Catedral Basílica de Salta
EL ALTAR MAYOR

n cuanto al altar mayor de la Catedral, se contrató para su realización al maestro Francisco Righetti en el mes de mayo de 1876. El trabajo debía responder a un diseño que se le presentó, realizado por el padre Fray Luis Giorgi. Los términos del contrato eran los siguientes:
1. Don Francisco Righetti se obliga a ejecutar el diseño que se le ha presentado del Altar Mayor de la Catedral Nueva de Salta, no sólo en su conjunto si también en todas sus partes y detalles con las dimensiones y desarrollo de todas sus dichas partes y detalles por la persona que al efecto designará S.S. Ilma.
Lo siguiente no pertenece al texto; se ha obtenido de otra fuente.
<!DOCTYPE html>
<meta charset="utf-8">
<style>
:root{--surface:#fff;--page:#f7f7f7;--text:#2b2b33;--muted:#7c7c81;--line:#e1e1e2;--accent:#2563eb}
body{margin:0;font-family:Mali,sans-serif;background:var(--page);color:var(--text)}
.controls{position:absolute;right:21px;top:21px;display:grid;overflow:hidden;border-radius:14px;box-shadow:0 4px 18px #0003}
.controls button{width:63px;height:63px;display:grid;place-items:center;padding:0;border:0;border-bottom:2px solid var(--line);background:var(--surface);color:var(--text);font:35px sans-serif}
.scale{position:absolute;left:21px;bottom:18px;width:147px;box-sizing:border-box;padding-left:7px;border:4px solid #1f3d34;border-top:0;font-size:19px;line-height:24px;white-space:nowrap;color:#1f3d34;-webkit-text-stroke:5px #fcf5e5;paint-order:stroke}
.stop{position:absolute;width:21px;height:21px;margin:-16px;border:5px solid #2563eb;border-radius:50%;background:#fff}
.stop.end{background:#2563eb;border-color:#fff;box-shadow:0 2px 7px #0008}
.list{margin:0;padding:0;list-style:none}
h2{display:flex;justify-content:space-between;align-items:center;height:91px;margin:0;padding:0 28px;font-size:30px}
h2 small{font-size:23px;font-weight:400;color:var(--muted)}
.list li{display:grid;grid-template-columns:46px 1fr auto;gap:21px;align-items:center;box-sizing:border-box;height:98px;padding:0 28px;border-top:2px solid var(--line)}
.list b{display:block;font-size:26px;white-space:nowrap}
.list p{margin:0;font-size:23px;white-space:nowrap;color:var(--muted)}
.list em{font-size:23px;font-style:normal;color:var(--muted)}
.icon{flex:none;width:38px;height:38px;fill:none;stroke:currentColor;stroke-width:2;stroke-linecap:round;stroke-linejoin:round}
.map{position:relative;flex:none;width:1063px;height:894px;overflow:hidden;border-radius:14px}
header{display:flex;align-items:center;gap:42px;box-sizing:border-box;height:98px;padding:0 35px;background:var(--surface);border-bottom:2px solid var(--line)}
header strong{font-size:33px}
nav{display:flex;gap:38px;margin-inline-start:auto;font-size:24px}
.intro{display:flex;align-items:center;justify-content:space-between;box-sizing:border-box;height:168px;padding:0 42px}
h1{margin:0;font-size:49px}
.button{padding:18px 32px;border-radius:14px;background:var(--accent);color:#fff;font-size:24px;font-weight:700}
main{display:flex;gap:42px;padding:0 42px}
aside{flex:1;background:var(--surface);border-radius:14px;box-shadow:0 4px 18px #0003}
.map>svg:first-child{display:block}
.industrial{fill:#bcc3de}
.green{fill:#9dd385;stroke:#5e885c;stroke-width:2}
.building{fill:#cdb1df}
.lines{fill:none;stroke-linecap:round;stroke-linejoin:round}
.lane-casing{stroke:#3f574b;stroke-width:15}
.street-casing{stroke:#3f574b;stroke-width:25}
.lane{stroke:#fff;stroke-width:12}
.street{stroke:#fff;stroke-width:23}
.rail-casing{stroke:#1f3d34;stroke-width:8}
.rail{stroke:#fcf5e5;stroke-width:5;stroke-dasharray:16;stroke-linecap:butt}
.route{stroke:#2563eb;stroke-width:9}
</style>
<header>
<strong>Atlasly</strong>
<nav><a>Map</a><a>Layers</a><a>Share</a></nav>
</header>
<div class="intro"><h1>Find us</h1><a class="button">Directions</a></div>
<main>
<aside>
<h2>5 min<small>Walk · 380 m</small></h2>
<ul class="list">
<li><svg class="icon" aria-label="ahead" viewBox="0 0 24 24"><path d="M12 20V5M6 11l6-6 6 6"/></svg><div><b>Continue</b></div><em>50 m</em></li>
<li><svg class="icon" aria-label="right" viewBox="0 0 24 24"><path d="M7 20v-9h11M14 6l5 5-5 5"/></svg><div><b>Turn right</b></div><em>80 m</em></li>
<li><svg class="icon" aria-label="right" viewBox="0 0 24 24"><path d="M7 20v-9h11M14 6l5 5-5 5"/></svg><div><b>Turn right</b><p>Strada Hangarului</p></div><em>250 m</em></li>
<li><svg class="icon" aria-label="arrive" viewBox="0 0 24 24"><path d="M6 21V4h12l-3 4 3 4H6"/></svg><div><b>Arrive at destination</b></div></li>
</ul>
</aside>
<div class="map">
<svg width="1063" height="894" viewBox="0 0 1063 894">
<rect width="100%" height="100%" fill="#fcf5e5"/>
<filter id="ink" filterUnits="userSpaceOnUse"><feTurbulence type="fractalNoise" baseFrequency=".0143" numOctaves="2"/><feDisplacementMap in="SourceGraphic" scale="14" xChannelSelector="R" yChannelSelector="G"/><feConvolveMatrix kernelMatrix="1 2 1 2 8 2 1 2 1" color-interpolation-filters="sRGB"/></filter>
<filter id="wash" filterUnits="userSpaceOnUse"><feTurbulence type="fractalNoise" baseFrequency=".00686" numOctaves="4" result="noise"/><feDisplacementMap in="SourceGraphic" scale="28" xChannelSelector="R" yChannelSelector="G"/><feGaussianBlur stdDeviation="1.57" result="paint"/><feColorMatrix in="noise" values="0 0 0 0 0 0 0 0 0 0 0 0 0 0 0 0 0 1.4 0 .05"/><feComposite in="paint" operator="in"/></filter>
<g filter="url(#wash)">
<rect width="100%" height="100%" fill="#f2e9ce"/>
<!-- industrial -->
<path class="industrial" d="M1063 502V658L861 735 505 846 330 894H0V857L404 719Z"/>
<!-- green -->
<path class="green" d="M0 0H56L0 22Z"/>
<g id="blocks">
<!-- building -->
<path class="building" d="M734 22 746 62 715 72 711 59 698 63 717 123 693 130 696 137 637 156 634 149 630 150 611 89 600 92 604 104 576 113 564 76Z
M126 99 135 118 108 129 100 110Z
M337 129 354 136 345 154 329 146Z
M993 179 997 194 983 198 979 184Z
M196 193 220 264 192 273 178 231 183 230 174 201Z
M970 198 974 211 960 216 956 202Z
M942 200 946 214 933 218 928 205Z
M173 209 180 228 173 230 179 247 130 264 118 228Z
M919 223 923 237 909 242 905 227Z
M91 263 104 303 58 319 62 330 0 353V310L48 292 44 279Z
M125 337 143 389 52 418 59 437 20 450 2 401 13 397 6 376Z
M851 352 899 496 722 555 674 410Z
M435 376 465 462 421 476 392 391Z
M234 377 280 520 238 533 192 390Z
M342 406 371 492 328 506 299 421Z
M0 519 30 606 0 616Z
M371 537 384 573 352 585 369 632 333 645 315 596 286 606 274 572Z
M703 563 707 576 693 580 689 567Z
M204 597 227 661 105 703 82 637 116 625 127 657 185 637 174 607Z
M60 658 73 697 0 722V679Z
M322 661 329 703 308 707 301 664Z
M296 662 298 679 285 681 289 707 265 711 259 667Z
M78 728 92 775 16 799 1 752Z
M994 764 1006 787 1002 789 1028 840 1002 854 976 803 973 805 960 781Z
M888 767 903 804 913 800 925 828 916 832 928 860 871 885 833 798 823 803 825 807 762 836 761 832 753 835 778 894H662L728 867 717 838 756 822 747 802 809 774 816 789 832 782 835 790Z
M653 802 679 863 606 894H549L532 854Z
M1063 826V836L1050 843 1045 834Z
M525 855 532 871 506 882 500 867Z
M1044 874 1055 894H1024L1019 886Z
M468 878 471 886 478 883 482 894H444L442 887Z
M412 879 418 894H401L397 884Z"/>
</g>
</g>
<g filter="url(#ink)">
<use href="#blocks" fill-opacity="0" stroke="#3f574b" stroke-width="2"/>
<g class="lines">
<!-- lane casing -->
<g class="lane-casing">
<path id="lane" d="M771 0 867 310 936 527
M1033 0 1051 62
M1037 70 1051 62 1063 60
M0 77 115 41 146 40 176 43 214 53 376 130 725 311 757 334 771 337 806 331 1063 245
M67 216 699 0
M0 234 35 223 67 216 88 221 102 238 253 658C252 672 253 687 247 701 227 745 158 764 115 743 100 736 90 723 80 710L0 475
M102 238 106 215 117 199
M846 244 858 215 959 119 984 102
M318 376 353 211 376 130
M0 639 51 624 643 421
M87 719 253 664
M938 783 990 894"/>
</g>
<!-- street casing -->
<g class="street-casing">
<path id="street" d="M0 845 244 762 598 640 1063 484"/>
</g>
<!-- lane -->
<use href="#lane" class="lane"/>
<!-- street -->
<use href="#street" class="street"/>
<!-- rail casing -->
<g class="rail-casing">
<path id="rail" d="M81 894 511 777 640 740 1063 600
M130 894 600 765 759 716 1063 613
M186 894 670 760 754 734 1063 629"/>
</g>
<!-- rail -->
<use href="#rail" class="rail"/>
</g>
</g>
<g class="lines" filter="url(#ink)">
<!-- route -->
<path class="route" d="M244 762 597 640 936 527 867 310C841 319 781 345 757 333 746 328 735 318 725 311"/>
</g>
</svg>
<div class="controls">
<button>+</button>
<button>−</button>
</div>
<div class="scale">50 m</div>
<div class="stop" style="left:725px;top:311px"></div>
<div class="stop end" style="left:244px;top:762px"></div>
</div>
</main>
El Obispo Diocesano quedando sujeto Don Francisco Righetti, durante la ejecución del diseño, a oir y conformarse a las indicaciones, observaciones y advertencias que le fueran hechas por la persona expresada, para la fiel y perfecta ejecución de la obra tanto en el ornato como en todo lo demás.

2. Don Francisco Righetti se compromete a construir el Altar de piedra y material cocido donde corresponda de primera clase y buena argamasa, las gradas serán de piedra de cal bien labradas, los ornatos y molduras de yeso que llevarán los fierros correspondientes, como también los rayos los cuales serán de madera de cedro colorado, maduro y bien seco.
3. La parte constructora se compromete a entregar todo el Altar concluido y blanqueado en el término de cuatro meses poco más o menos, sobreentendiéndose que el dorado no entra en la presente contrata.

Con algunas demoras, las obras del Altar y del Templo estarían concluidas para el mes de octubre de 1878. Con este motivo Mons. Rizzo Patrón creyó oportuno trasladar para el mes de octubre las tradicionales festividades del Señor y la Virgen del Milagro. La consagración del Templo se realizó el día 13 pero las ceremonias se prolongaron hasta el día 16. El problema económico no fue menor, pues existía una deuda muy abultada con la empresa constructora. Para cancelarla se pidió ayuda a personalidades del quehacer nacional, provincial y pueblo en general. La respuesta fue inmediata y sumamente generosa. La deuda fue saldada antes del 26 de ese mismo mes de Octubre. El día 24 se realizó la tradicional procesión de la que participaron 12.000 almas según lo expresa un periódico de la época.

Promediando el año de 1879 se contrata con la firma Righetti y Cia. la construcción de la fachada y torres de la Catedral. Gracias a una subvención de 10.000 pesos de la Cámara de Senadores de la Nación y las donaciones de instituciones y fieles en general los compromisos económicos contraidos por esta obra, fueron saldados en su totalidad.
Aunque no consta en documentos quién es el autor del frente y torres, según observaciones de especialistas, se trataría de una obra de Fray Luis Gorgi, pues se observan numerosas similitudes de diseño con el Altar Mayor de la misma Catedral y otras obras a él atribuidas.
Lo que sí sabemos fehacientemente es que este franciscano intervino prácticamente en toda la obra de la Catedral como asesor, como inspector y como autor de algunos proyectos.
Con fecha 6 de diciembre de 1883 la Comisión encargada de las tareas de terminación de las obras de la Catedral, da por finalizada su actuación.